Please copy each line of the records below that holds the word "above".
=== Entries supplied ===
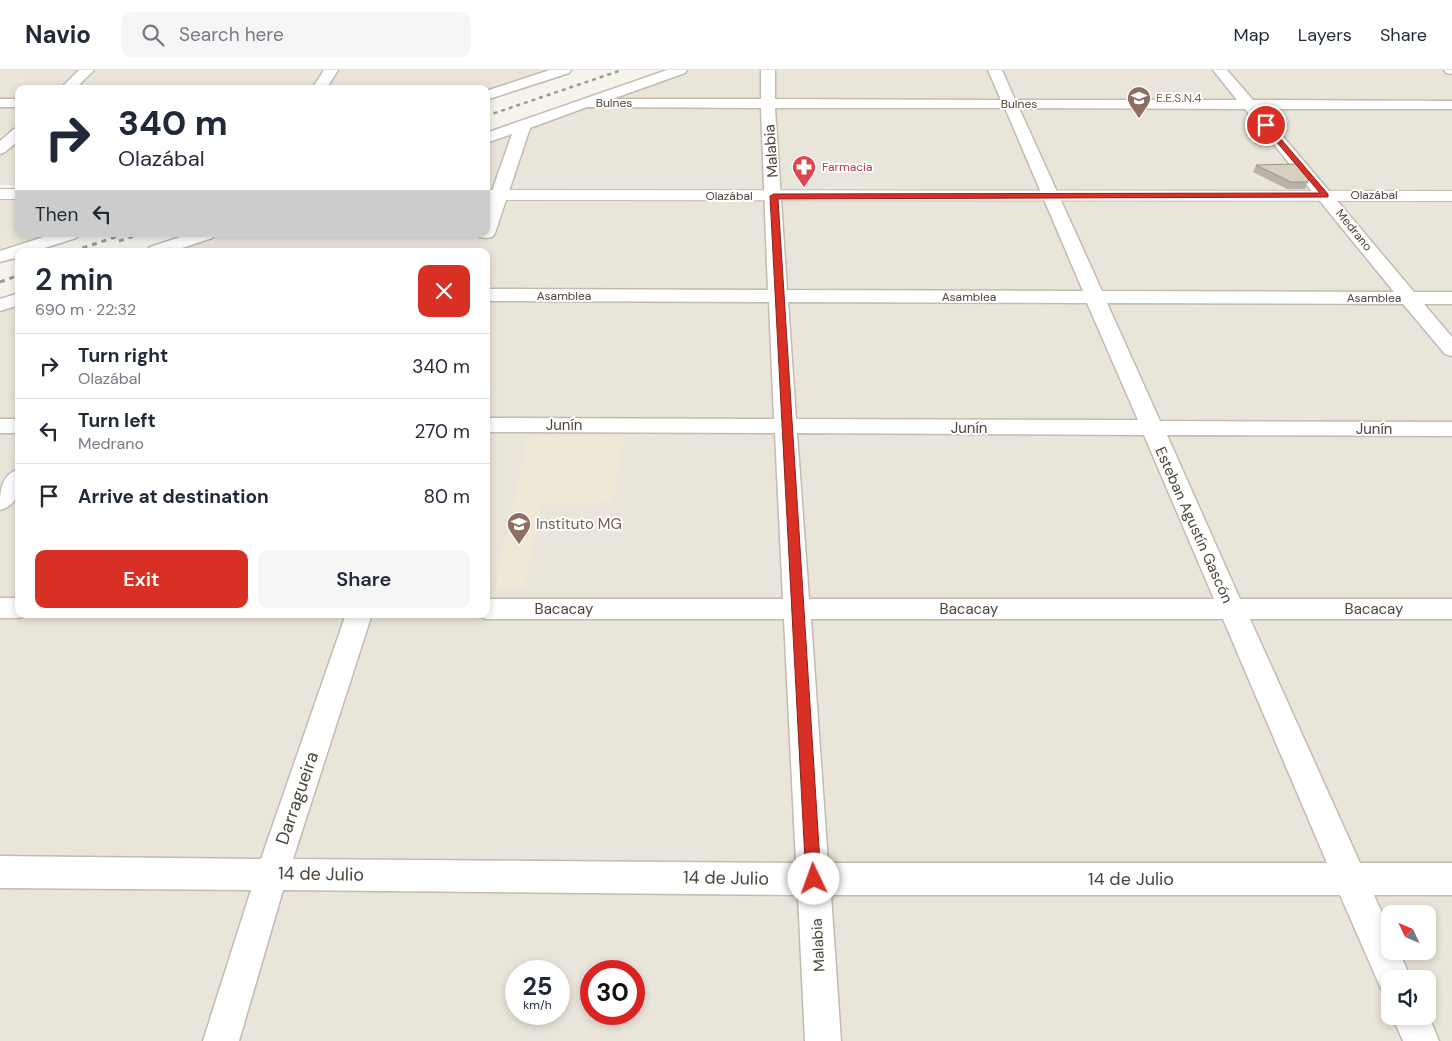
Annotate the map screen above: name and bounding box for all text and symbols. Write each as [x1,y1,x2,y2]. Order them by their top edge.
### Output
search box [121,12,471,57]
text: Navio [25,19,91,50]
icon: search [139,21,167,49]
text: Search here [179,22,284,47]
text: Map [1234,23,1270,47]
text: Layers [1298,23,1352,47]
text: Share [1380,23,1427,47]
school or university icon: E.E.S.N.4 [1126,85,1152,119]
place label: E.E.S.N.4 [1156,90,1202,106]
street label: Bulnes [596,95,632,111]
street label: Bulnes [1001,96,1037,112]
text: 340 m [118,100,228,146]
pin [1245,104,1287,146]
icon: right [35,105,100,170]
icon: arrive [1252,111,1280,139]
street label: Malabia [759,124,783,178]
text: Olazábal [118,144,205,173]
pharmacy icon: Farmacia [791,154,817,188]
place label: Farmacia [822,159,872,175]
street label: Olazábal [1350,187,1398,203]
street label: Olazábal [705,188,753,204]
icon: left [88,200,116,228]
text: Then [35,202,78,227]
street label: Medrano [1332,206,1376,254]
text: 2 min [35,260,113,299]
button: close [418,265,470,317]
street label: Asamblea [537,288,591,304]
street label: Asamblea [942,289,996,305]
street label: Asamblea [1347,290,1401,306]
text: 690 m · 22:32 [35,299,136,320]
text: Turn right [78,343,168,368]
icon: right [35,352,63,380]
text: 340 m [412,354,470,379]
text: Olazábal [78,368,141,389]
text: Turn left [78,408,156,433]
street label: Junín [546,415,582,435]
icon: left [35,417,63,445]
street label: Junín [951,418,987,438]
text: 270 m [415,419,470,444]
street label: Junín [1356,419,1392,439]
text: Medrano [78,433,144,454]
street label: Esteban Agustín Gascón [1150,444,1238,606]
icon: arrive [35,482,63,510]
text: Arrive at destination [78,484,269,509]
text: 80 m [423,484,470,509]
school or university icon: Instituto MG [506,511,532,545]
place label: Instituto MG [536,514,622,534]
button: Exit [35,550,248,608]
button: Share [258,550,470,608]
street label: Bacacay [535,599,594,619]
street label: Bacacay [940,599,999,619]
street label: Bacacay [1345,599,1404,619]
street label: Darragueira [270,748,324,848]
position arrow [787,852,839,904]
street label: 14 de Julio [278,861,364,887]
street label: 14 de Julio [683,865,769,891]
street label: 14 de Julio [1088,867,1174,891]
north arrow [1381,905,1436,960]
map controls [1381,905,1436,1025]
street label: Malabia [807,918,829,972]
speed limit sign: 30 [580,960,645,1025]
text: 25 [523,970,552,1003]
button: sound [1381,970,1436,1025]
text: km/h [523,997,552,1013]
===
=== Entries supplied ===
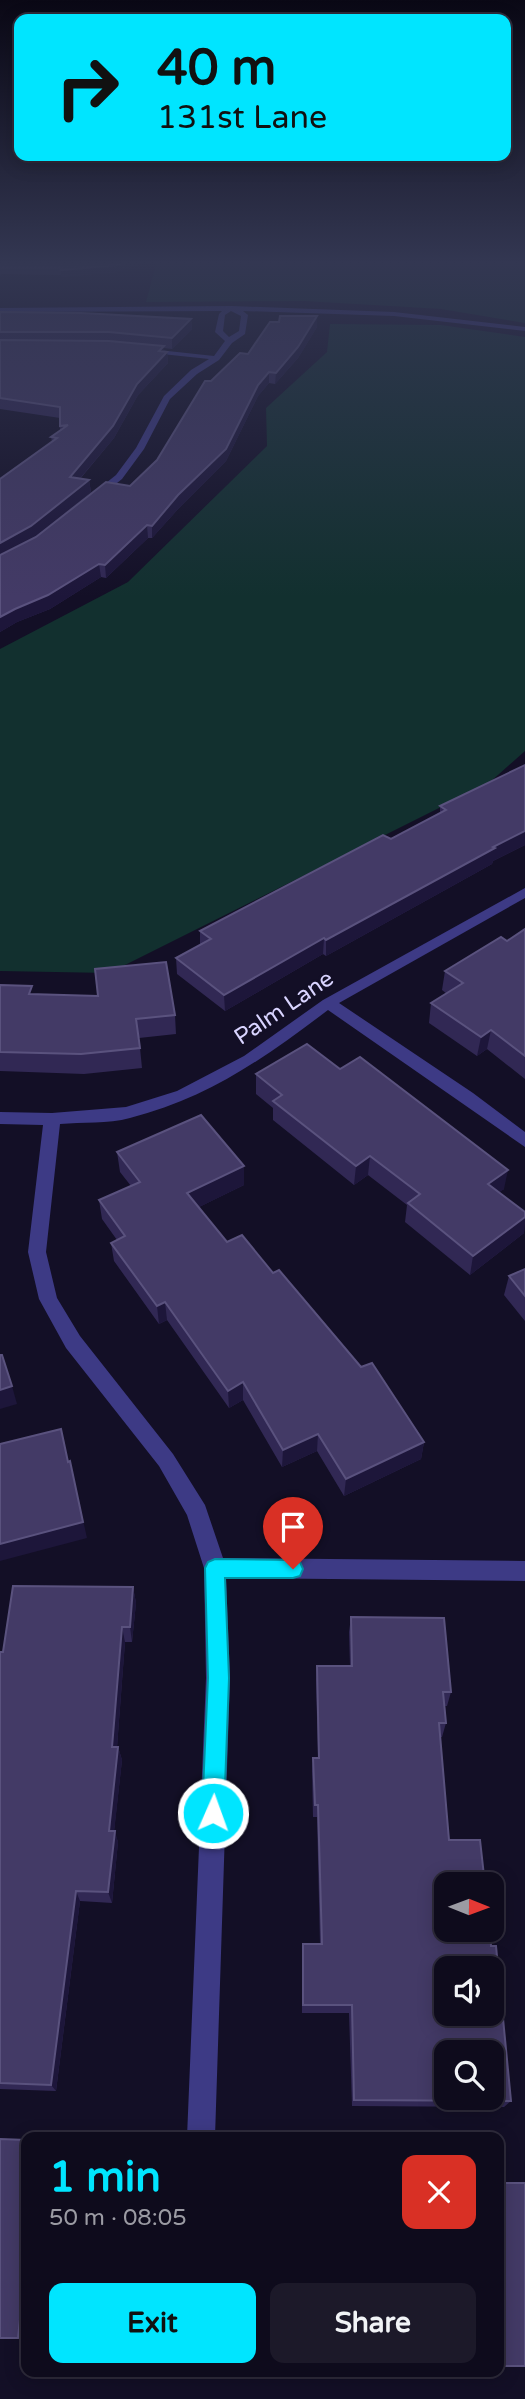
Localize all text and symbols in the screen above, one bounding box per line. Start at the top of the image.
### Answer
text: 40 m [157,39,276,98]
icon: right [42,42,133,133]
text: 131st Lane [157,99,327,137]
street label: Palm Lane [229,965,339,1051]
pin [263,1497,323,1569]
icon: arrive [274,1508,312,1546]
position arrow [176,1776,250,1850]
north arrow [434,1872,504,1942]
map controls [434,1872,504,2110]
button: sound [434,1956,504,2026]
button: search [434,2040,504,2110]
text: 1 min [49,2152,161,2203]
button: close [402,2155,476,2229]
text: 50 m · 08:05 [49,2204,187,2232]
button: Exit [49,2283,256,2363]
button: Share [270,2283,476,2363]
===
- _Exercise answer_
Annotate the map screen above: name and bounding box for all text and symbols. Write each as [x1,y1,x2,y2]. Order them by their top edge.
Localize all text and symbols in the screen above, one bounding box per line. Start at the top of the image.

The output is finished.